● **EXERCISE INPUT**
+ + +
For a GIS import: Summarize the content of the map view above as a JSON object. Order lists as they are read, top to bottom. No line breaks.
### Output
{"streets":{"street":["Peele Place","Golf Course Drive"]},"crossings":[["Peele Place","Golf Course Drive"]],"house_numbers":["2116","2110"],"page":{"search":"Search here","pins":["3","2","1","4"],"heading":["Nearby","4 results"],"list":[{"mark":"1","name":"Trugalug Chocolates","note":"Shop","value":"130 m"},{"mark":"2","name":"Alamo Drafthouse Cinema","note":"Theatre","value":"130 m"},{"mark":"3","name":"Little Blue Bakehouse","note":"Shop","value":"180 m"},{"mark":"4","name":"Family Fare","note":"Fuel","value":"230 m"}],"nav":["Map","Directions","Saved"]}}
+ + +
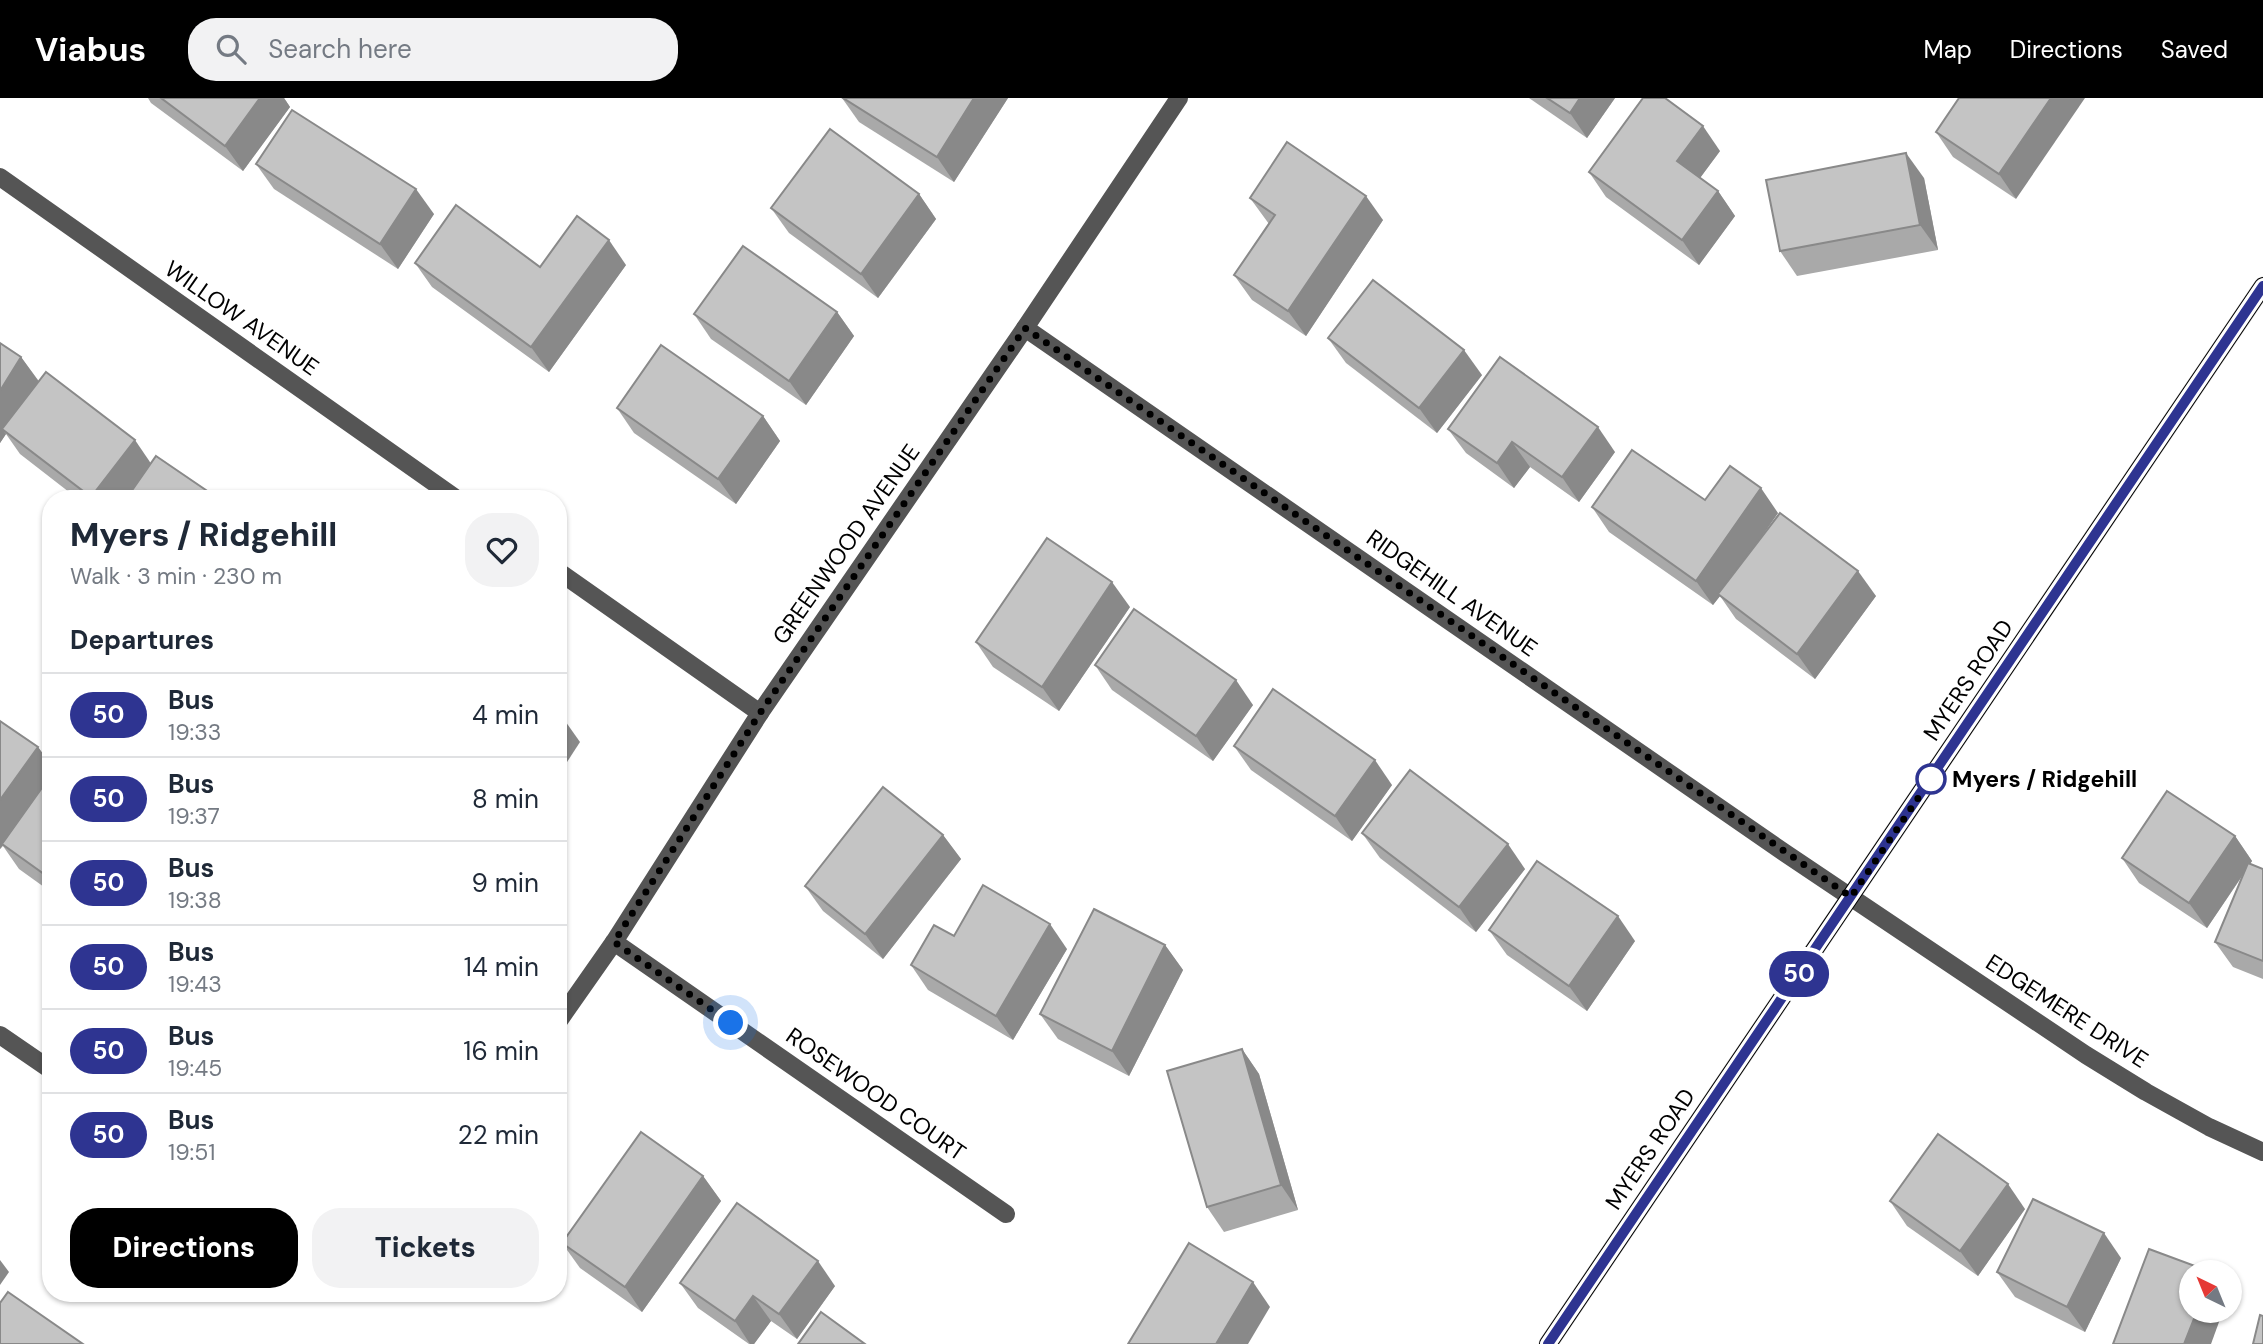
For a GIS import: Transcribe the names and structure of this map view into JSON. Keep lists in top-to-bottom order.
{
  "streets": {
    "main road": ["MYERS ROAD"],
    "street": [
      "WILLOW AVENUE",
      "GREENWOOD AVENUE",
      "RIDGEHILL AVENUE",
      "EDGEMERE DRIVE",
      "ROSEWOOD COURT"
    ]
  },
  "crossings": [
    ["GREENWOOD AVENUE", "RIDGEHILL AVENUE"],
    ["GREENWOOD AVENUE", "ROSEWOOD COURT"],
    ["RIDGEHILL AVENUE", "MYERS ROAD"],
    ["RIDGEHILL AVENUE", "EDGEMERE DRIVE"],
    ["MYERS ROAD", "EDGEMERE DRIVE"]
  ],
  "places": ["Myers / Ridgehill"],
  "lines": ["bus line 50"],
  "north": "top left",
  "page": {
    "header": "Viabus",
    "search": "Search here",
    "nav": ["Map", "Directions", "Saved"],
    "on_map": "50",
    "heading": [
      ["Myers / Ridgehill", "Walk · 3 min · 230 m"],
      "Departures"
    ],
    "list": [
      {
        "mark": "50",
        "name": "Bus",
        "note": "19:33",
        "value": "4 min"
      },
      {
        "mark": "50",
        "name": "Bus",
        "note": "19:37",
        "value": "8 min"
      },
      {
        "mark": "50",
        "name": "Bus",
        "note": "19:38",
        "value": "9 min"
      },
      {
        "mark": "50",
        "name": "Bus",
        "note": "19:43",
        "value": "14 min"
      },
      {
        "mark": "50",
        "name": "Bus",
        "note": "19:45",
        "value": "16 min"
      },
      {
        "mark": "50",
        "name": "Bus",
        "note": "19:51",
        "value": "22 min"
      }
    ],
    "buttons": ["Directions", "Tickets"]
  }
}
+ + +
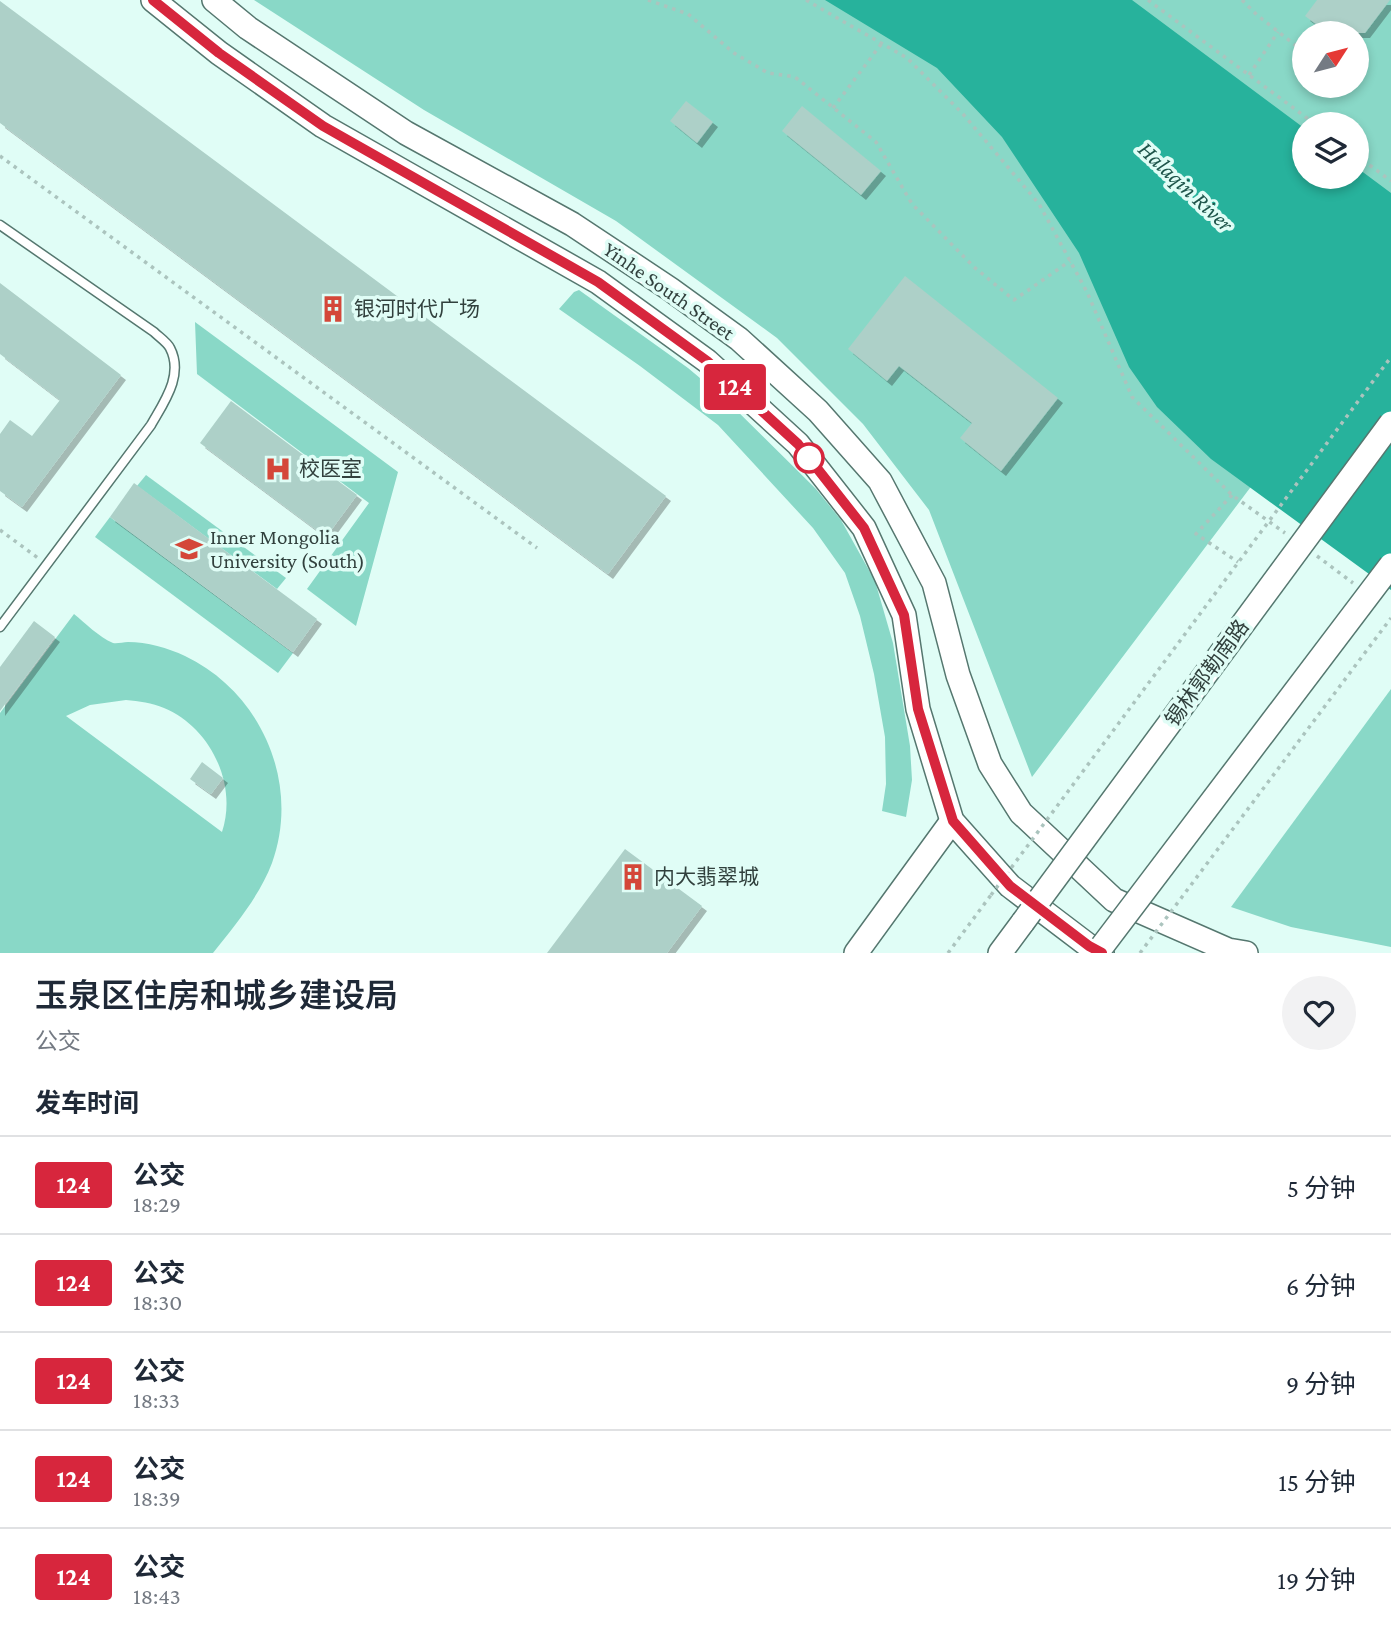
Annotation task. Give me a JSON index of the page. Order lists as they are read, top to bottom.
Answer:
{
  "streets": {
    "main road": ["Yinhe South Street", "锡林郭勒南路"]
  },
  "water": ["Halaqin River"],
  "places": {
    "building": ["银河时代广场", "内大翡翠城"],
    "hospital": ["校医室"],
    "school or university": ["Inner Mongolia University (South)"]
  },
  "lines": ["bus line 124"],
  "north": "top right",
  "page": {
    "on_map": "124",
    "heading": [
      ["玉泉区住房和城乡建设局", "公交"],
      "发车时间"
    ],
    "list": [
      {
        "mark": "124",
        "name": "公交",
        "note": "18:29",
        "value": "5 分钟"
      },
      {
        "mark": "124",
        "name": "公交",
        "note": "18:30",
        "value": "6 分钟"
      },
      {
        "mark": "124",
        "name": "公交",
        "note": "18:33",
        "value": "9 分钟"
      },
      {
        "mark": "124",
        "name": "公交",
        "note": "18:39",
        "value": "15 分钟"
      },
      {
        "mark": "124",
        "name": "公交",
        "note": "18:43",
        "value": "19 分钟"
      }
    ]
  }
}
+ + +
● **ABOUT THIS TASK**
Count the lines above that contain the word "they". Write only the number.

● **SOLUTION FOR THIS PROBLEM**
2